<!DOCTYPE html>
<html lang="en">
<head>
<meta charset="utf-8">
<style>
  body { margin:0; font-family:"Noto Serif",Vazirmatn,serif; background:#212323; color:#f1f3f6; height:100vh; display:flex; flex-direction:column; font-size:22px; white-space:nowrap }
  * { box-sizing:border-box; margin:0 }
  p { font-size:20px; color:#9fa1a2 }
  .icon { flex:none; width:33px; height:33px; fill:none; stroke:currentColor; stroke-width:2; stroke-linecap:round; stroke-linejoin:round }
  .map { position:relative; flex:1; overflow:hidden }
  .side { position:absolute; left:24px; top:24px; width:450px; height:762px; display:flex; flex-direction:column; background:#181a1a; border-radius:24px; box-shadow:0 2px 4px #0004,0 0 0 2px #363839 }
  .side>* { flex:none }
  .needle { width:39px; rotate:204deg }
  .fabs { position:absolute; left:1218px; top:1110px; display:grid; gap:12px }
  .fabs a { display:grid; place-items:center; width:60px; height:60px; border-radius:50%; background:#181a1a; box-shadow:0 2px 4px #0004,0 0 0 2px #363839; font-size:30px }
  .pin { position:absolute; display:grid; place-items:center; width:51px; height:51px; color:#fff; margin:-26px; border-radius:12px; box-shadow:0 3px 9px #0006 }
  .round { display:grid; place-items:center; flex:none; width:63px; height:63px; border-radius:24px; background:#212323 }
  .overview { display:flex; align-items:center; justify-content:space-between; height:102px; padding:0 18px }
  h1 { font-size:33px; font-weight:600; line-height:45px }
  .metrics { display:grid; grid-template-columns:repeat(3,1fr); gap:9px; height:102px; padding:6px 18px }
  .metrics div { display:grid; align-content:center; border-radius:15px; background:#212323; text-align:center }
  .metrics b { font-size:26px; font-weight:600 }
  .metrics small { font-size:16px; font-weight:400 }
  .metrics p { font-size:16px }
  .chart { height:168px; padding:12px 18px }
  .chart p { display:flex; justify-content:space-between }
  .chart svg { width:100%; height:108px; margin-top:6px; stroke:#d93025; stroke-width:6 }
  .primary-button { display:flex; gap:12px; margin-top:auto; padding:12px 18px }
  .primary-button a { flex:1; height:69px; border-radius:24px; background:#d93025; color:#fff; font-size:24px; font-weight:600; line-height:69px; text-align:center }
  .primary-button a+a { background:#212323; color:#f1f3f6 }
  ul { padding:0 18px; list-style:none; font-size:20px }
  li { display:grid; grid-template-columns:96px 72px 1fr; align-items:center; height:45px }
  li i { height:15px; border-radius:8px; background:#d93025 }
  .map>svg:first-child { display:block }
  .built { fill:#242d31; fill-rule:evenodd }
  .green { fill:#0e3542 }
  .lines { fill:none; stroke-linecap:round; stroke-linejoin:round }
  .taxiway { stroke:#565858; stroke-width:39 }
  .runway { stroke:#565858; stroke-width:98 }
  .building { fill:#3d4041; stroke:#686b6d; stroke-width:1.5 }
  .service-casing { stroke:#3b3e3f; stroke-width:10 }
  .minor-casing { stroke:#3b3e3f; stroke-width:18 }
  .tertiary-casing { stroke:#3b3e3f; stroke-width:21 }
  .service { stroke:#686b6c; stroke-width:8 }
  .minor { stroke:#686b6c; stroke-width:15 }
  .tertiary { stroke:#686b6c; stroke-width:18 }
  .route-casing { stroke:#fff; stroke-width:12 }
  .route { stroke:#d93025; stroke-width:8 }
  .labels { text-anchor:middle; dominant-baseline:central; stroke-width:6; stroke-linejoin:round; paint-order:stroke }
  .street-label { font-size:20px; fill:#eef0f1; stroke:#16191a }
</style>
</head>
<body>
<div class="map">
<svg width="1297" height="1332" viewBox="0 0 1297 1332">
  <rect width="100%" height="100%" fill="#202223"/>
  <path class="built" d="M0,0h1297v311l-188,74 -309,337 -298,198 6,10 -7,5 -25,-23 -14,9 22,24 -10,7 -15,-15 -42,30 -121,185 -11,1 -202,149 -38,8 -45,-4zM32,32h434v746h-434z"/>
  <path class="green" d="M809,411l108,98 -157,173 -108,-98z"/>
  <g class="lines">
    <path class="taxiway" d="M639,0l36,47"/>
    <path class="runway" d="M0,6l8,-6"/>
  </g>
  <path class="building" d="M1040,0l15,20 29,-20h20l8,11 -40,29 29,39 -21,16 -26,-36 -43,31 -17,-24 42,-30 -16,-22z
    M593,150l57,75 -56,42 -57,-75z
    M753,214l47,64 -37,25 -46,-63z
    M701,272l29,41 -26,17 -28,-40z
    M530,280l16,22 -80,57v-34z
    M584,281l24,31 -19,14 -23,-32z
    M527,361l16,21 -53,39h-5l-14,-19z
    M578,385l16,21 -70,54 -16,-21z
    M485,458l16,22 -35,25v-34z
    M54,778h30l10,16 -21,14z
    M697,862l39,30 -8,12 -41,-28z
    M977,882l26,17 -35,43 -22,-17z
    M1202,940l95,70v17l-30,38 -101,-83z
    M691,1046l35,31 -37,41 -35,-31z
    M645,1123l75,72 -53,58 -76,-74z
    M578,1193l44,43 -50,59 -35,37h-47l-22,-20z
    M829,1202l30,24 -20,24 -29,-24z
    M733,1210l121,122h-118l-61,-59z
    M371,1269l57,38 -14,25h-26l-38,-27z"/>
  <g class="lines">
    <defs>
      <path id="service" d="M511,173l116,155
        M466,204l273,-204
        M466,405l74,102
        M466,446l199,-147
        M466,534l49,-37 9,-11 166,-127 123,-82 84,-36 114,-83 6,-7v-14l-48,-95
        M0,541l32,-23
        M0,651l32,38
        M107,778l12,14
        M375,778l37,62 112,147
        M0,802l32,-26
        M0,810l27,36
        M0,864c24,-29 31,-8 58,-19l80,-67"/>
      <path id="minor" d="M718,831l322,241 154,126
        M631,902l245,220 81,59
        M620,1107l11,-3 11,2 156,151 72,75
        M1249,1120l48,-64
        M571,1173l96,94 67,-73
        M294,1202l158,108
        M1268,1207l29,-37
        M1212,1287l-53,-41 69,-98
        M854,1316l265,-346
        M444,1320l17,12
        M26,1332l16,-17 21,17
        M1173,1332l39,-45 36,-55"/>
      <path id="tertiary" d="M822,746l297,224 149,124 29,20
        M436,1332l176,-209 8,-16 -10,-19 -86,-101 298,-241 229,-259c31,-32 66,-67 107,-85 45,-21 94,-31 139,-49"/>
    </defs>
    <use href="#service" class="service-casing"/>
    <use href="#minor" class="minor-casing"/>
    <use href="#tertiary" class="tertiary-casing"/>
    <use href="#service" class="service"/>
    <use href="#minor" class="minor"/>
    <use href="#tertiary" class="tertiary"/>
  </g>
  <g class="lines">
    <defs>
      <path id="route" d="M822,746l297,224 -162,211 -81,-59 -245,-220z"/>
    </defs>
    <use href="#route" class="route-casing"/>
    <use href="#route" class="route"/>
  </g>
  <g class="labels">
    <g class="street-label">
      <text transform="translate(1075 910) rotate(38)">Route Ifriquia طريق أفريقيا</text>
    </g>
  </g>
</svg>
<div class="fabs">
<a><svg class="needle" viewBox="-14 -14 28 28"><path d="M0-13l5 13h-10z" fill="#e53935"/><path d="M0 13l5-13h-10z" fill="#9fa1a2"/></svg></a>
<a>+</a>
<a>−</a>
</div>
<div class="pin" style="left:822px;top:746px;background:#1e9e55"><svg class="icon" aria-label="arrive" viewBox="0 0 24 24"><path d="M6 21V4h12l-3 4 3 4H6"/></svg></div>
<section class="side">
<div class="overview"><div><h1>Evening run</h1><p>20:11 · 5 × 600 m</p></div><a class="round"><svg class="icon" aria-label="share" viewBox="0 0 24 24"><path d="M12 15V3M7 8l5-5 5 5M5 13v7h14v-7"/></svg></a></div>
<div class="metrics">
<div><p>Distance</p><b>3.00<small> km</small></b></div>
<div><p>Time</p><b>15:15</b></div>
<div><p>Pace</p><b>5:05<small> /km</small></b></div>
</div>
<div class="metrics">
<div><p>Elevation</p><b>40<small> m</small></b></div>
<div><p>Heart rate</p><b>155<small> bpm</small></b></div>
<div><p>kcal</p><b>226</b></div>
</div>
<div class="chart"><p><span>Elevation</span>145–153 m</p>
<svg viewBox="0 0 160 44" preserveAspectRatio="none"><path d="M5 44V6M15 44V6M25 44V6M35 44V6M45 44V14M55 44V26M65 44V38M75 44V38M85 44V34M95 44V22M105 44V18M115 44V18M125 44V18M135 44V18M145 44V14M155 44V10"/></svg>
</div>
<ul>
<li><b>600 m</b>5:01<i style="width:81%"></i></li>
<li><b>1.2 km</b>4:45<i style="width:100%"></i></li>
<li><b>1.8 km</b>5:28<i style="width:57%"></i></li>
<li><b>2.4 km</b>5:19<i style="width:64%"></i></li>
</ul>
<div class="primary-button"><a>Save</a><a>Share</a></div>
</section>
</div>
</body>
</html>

- - -

### Work item:
An exact copy of the lines above between the line holding "flex:none; width:33px; height:33px;" and the line holding "display:flex; gap:12px; margin-top:auto;", inclusive, is the whole answer.

### Response:
  .icon { flex:none; width:33px; height:33px; fill:none; stroke:currentColor; stroke-width:2; stroke-linecap:round; stroke-linejoin:round }
  .map { position:relative; flex:1; overflow:hidden }
  .side { position:absolute; left:24px; top:24px; width:450px; height:762px; display:flex; flex-direction:column; background:#181a1a; border-radius:24px; box-shadow:0 2px 4px #0004,0 0 0 2px #363839 }
  .side>* { flex:none }
  .needle { width:39px; rotate:204deg }
  .fabs { position:absolute; left:1218px; top:1110px; display:grid; gap:12px }
  .fabs a { display:grid; place-items:center; width:60px; height:60px; border-radius:50%; background:#181a1a; box-shadow:0 2px 4px #0004,0 0 0 2px #363839; font-size:30px }
  .pin { position:absolute; display:grid; place-items:center; width:51px; height:51px; color:#fff; margin:-26px; border-radius:12px; box-shadow:0 3px 9px #0006 }
  .round { display:grid; place-items:center; flex:none; width:63px; height:63px; border-radius:24px; background:#212323 }
  .overview { display:flex; align-items:center; justify-content:space-between; height:102px; padding:0 18px }
  h1 { font-size:33px; font-weight:600; line-height:45px }
  .metrics { display:grid; grid-template-columns:repeat(3,1fr); gap:9px; height:102px; padding:6px 18px }
  .metrics div { display:grid; align-content:center; border-radius:15px; background:#212323; text-align:center }
  .metrics b { font-size:26px; font-weight:600 }
  .metrics small { font-size:16px; font-weight:400 }
  .metrics p { font-size:16px }
  .chart { height:168px; padding:12px 18px }
  .chart p { display:flex; justify-content:space-between }
  .chart svg { width:100%; height:108px; margin-top:6px; stroke:#d93025; stroke-width:6 }
  .primary-button { display:flex; gap:12px; margin-top:auto; padding:12px 18px }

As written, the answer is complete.